*ENTRIES SHOWN:*
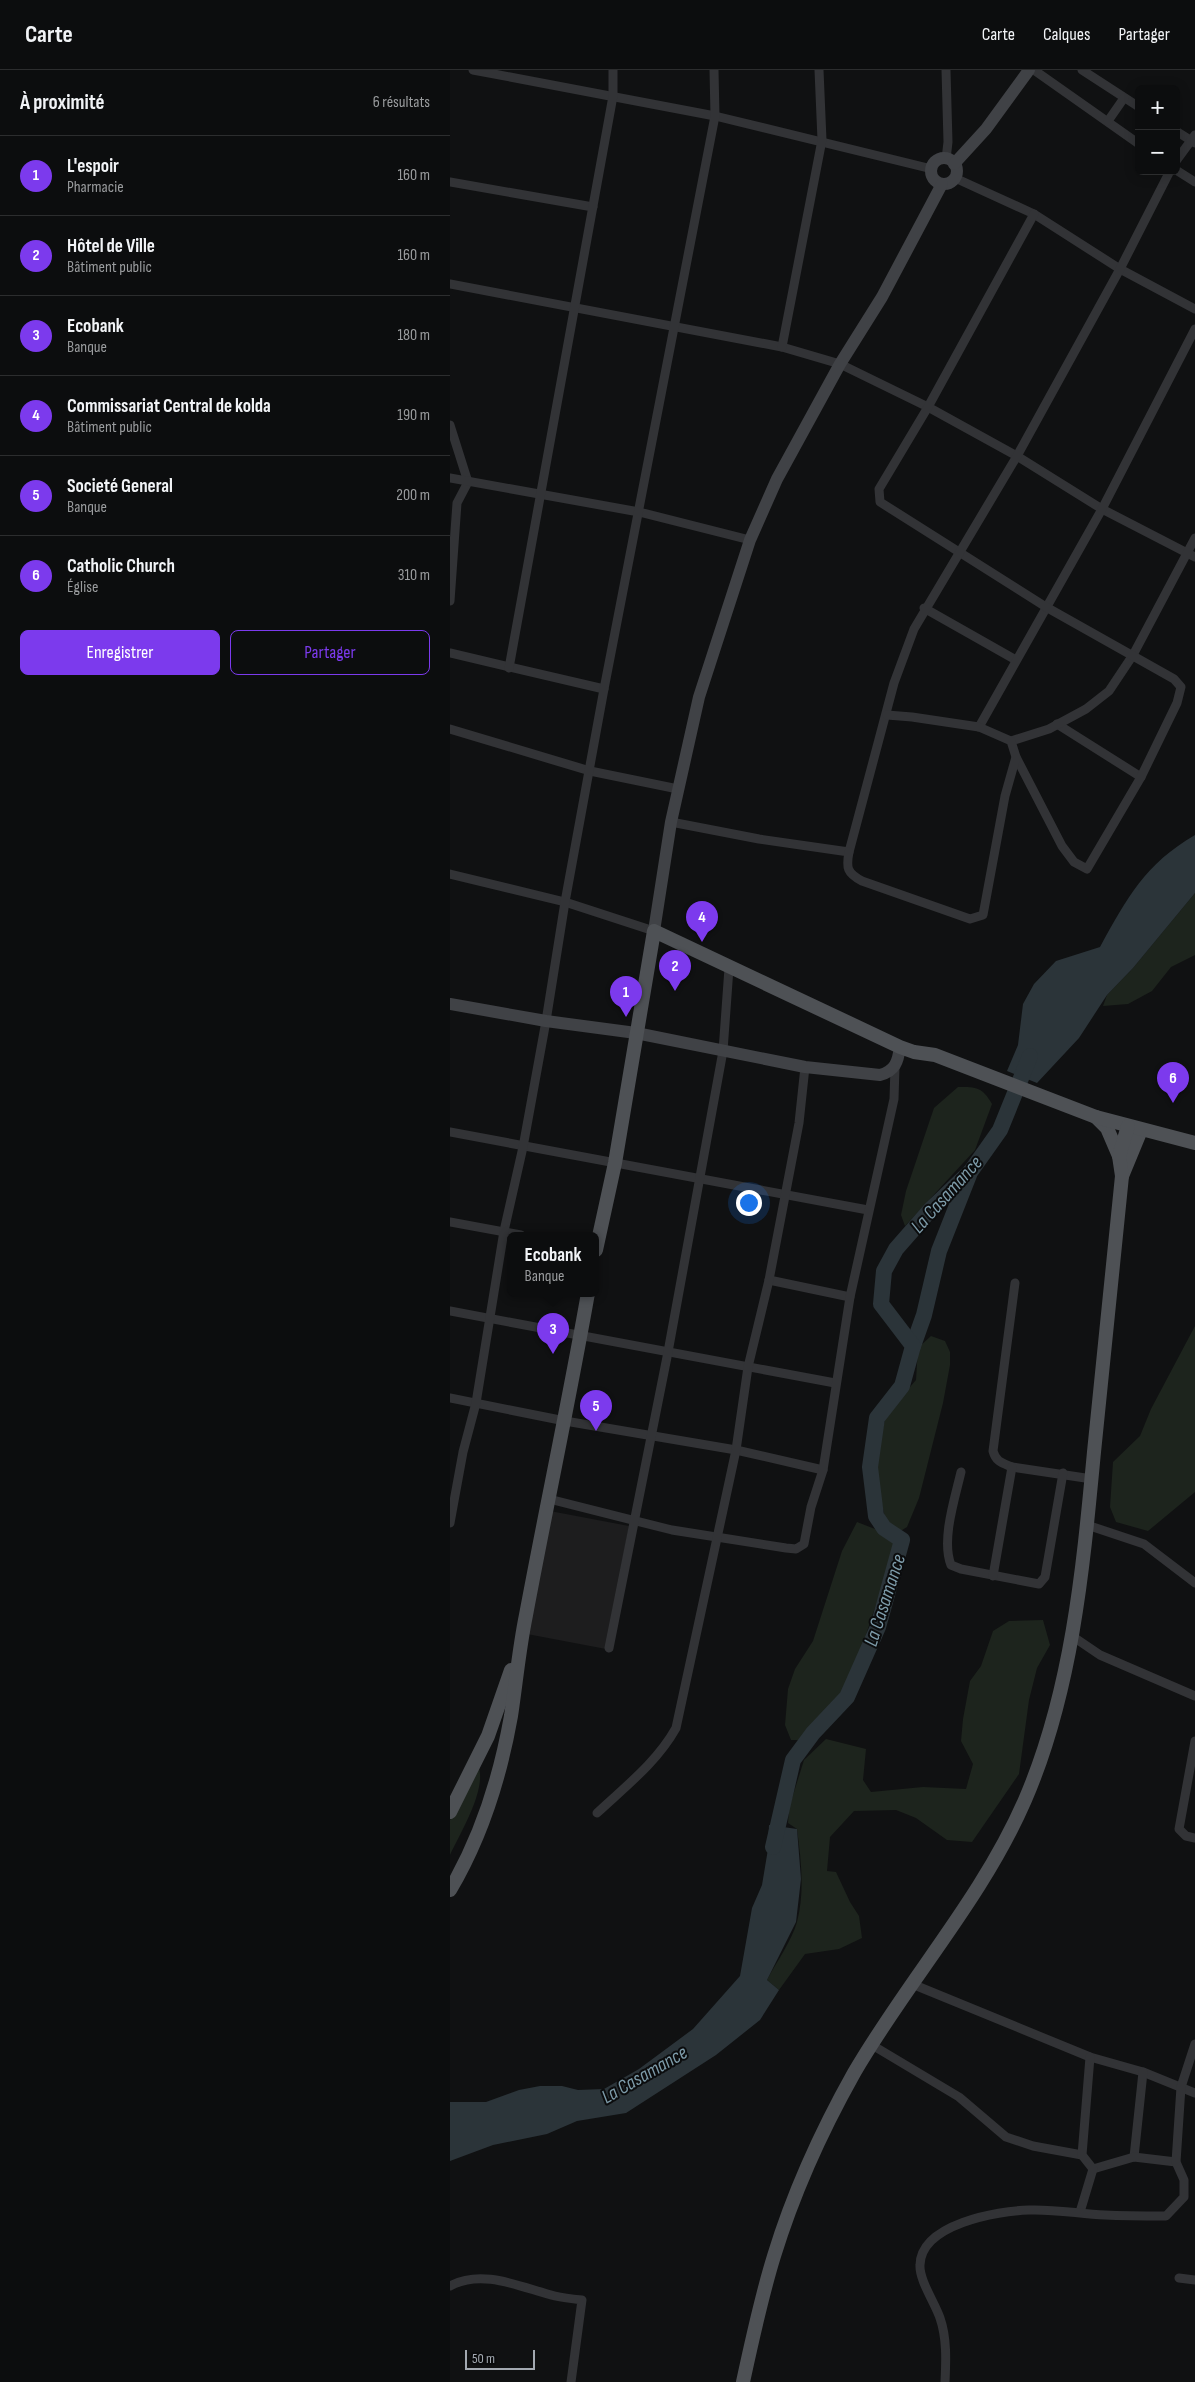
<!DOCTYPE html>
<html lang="fr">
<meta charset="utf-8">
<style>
body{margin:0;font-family:"Sofia Sans Condensed",sans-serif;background:#151617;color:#f1f3f6}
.controls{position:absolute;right:15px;top:15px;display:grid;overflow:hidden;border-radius:8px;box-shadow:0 2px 12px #0003}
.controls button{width:45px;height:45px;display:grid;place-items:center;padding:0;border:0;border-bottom:1px solid #2c2d2e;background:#0c0d0e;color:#f1f3f6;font:25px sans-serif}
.scale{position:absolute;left:15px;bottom:12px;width:70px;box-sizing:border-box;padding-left:5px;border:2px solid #a3a9b1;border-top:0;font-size:14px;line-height:18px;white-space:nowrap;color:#a3a9b1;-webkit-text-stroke:4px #0b0c0d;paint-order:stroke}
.you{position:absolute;left:298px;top:1132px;width:18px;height:18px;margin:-12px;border:4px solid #fff;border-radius:50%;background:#1a73e8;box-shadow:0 0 0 8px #1a73e833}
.badge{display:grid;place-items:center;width:32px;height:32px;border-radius:50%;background:#7c3aed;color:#fff;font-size:16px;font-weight:700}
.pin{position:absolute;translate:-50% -41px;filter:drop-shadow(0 1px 2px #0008)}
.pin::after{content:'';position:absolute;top:26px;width:18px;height:15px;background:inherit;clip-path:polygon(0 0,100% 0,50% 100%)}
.popup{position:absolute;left:57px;top:1162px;width:92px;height:65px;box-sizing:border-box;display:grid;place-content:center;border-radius:8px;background:#0c0d0e;filter:drop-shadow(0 1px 4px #0005);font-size:16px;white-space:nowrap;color:#9a9c9e}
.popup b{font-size:19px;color:#f1f3f6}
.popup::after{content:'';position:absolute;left:50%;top:100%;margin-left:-10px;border:10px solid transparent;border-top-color:#0c0d0e}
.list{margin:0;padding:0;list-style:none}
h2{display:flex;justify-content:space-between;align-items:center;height:65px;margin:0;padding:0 20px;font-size:21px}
h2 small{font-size:16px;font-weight:400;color:#9a9c9e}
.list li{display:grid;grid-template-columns:32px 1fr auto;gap:15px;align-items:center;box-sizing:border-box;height:80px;padding:0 20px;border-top:1px solid #2c2d2e}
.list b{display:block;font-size:19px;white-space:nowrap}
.list p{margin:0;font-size:16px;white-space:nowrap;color:#9a9c9e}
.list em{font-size:16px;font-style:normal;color:#9a9c9e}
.actions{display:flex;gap:10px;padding:15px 20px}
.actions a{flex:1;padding:11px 0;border:1px solid #7c3aed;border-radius:8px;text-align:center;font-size:18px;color:#7c3aed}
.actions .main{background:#7c3aed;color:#fff}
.map{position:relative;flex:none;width:745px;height:2312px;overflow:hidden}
header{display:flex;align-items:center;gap:30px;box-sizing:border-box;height:70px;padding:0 25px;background:#0c0d0e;border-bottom:1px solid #2c2d2e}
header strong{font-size:24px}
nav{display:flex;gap:28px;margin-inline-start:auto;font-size:18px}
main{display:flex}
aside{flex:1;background:#0c0d0e}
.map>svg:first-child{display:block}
</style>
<header>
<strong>Carte</strong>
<nav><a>Carte</a><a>Calques</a><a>Partager</a></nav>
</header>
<main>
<aside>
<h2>À proximité<small>6 résultats</small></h2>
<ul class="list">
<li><span class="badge">1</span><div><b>L'espoir</b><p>Pharmacie</p></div><em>160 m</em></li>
<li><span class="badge">2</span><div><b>Hôtel de Ville</b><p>Bâtiment public</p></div><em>160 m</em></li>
<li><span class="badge">3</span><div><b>Ecobank</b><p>Banque</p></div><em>180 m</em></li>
<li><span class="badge">4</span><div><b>Commissariat Central de kolda</b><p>Bâtiment public</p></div><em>190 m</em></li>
<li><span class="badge">5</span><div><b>Societé General</b><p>Banque</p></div><em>200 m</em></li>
<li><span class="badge">6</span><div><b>Catholic Church</b><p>Église</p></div><em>310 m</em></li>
</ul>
<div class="actions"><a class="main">Enregistrer</a><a>Partager</a></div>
</aside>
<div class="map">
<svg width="745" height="2312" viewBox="0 0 745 2312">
<rect width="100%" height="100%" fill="#101112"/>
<path fill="#1d1d1e" d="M100,1441L179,1456L156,1579L77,1564Z"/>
<g fill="#1d241d">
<path d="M745,823V885L721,897L702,921L678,934L653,936L657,925L683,898Z"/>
<path d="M508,1017C527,1017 532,1017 542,1034L525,1080L455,1156L451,1145L456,1121L484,1038Z"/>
<path d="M745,1256V1422L698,1461L666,1452L660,1437L663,1392L690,1366L701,1339Z"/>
<path d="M481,1266L495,1271L500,1282V1295L493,1333L469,1428L457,1457L444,1465L436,1452L424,1399L436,1345L466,1310L468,1278Z"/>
<path d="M407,1452L438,1464L446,1474L402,1607C389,1632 368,1648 351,1670H341L335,1655L338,1619L345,1599L363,1571L392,1481Z"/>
<path d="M593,1550L600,1575L587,1598L579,1630L569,1704L522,1772L497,1770L466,1748L446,1740L404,1741L380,1767L377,1801L386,1802L400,1832L409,1846L412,1868L389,1879L355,1884L329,1920L317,1910C326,1893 342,1870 347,1852C355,1822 351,1789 347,1759L338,1753L339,1738L354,1690L376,1669L416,1679L413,1710L421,1722L473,1717L516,1719L523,1694L511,1671L513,1649L520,1611L531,1596L543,1561L559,1551Z"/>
<path d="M28,1695C38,1718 10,1763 0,1785V1750Z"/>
</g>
<g fill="#2b3439">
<path d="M745,765V823L683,898L657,925L629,968L587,1013L557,1001L568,975L573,934L584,914L606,891L650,877C677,828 695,794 745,765Z"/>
<path d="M319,1755L347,1759L351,1809L346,1852L317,1910L329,1920L310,1950L266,1985L176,2043L127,2051L97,2064L43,2075L0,2091V2032H36L69,2020L90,2016H112L128,2020L154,2019L189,1999L243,1959L290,1906L302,1838L312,1815L318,1779Z"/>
</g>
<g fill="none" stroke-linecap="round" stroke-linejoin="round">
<g stroke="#2b3439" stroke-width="16">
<path d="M463,1276L474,1245L489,1181L519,1105"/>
<path d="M323,1777L343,1690L363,1663L397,1627L428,1557L452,1470L434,1458L426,1446L420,1397L427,1348L452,1316L463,1276L431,1234L434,1201L446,1179L481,1139L521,1101L550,1060L580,986"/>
</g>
<g stroke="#323336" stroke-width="9">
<path d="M23,0L265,46L482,99"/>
<path d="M496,0L498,72L496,89"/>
<path d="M584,0L689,74"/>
<path d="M632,0L689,37"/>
<path d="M658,51L674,28"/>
<path d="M726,61L745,73"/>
<path d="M726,91L745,65"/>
<path d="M726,100L745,112"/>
<path d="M505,108L584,144L670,199L745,239"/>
<path d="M0,112L143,137"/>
<path d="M0,214L332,277L390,294L478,337L567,386L652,439L745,487"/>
<path d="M332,277L372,70L369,0"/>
<path d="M0,355L18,412L7,433L0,531"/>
<path d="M0,408L189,442L300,470"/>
<path d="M474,538L566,590"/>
<path d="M0,583L154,619"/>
<path d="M59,598L163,26V0"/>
<path d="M607,654L691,707"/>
<path d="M529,657L652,439L745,259"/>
<path d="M0,659L140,701L228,719"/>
<path d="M561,671L599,659L636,639L659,621L683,585L745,468"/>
<path d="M566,687L612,776L624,792L637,799L691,707L727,633L731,617L724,609L596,537L430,432L429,419L478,337L584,144"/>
<path d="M221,752L309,769L399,782L444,613L464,559L567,386L670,199L720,101"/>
<path d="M399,782C396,798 397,803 412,811L520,849L533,845L555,726L566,687L561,671L529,657L462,647L437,645"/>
<path d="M0,804L115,832L204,861"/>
<path d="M0,1062L418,1140"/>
<path d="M0,1152L71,1165"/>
<path d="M319,1210L400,1227"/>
<path d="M565,1213L543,1381C546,1392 552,1393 562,1397L642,1409"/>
<path d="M0,1241L385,1313"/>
<path d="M0,1328L115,1351L286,1380L373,1400"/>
<path d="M511,1402C505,1428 491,1470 501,1495L511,1499L589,1514L595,1507L613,1403"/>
<path d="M99,1429L222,1460L336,1478L346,1479L354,1474L361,1437L373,1400L400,1227L444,1029L445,997"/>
<path d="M0,1453L13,1382L26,1333L54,1161L73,1077L96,951L115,832L154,619L265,46L264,0"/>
<path d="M637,1455L694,1474L745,1513"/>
<path d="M543,1506L562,1397"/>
<path d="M622,1566L650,1585L745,1626"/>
<path d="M159,1578L218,1282L273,981L279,898"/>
<path d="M745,1671L729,1759L736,1766L745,1768"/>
<path d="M147,1743C176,1716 207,1692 226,1658L286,1380L298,1297L319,1210L349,1053L355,997"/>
<path d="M462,1914L640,1987L693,2002L745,2023"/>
<path d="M422,1975L509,2027L556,2067L583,2076L632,2085"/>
<path d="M684,2087L693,2002"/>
<path d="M643,2099L684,2087L726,2092"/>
<path d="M630,2142L643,2099L632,2085L640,1987"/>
<path d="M729,2208L745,2210"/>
<path d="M0,2216C33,2198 72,2218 105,2226C114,2228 123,2229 132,2230L121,2312"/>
<path d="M495,2312C496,2291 497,2268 490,2248C485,2233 469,2210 470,2195C471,2154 547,2141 579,2140C605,2139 630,2144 655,2145C675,2146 695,2146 716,2146L734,2127V2110L726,2092L731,2017L745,1974"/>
</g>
<g stroke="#404246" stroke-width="12">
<circle cx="494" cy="101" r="13"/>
<path d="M504,94L536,59L579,0"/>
<path d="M204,861L221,752L249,627L300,470L327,409L390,294L432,227L492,114"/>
<path d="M0,934L96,951L186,963L355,997L430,1005C445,1001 448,992 450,977"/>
</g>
<g stroke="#4e5155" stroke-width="14">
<path d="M646,1047L657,1058L669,1086"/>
<path d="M672,1106L691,1060"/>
<path d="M146,1180L165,1093L204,861L450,977L464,982L485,985L646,1047L745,1073"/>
<path d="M0,1742L38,1666L61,1600"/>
<path d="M0,1820C32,1766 50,1708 61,1646C66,1613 69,1579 76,1545C96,1438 119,1331 138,1223"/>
<path d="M293,2312C302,2270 311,2228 324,2186C343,2124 372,2060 404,2003C458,1910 532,1829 575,1730C622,1621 633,1499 644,1382C653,1290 662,1198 672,1106L669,1086L678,1056"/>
</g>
</g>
<g text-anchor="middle" stroke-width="4" stroke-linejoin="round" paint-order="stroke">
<g font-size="20" font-style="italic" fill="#7d9ba9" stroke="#0b0c0d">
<text transform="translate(496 1124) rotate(-48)" y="7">La Casamance</text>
<text transform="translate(434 1530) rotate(-72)" y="7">La Casamance</text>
<text transform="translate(194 2004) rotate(-30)" y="7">La Casamance</text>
</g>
</g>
</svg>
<div class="controls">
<button>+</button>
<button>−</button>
</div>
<div class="scale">50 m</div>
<div class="you"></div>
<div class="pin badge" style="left:176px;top:947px">1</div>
<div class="pin badge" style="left:225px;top:921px">2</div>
<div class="pin badge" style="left:103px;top:1284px">3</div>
<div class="popup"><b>Ecobank</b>Banque</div>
<div class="pin badge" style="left:252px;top:872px">4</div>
<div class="pin badge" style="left:146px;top:1361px">5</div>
<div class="pin badge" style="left:723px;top:1033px">6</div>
</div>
</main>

*YOUR GOAL:* If a line above holds the word "radius", count it; then say how many such lines there are and nothing else.

*TASK ANSWER:* 5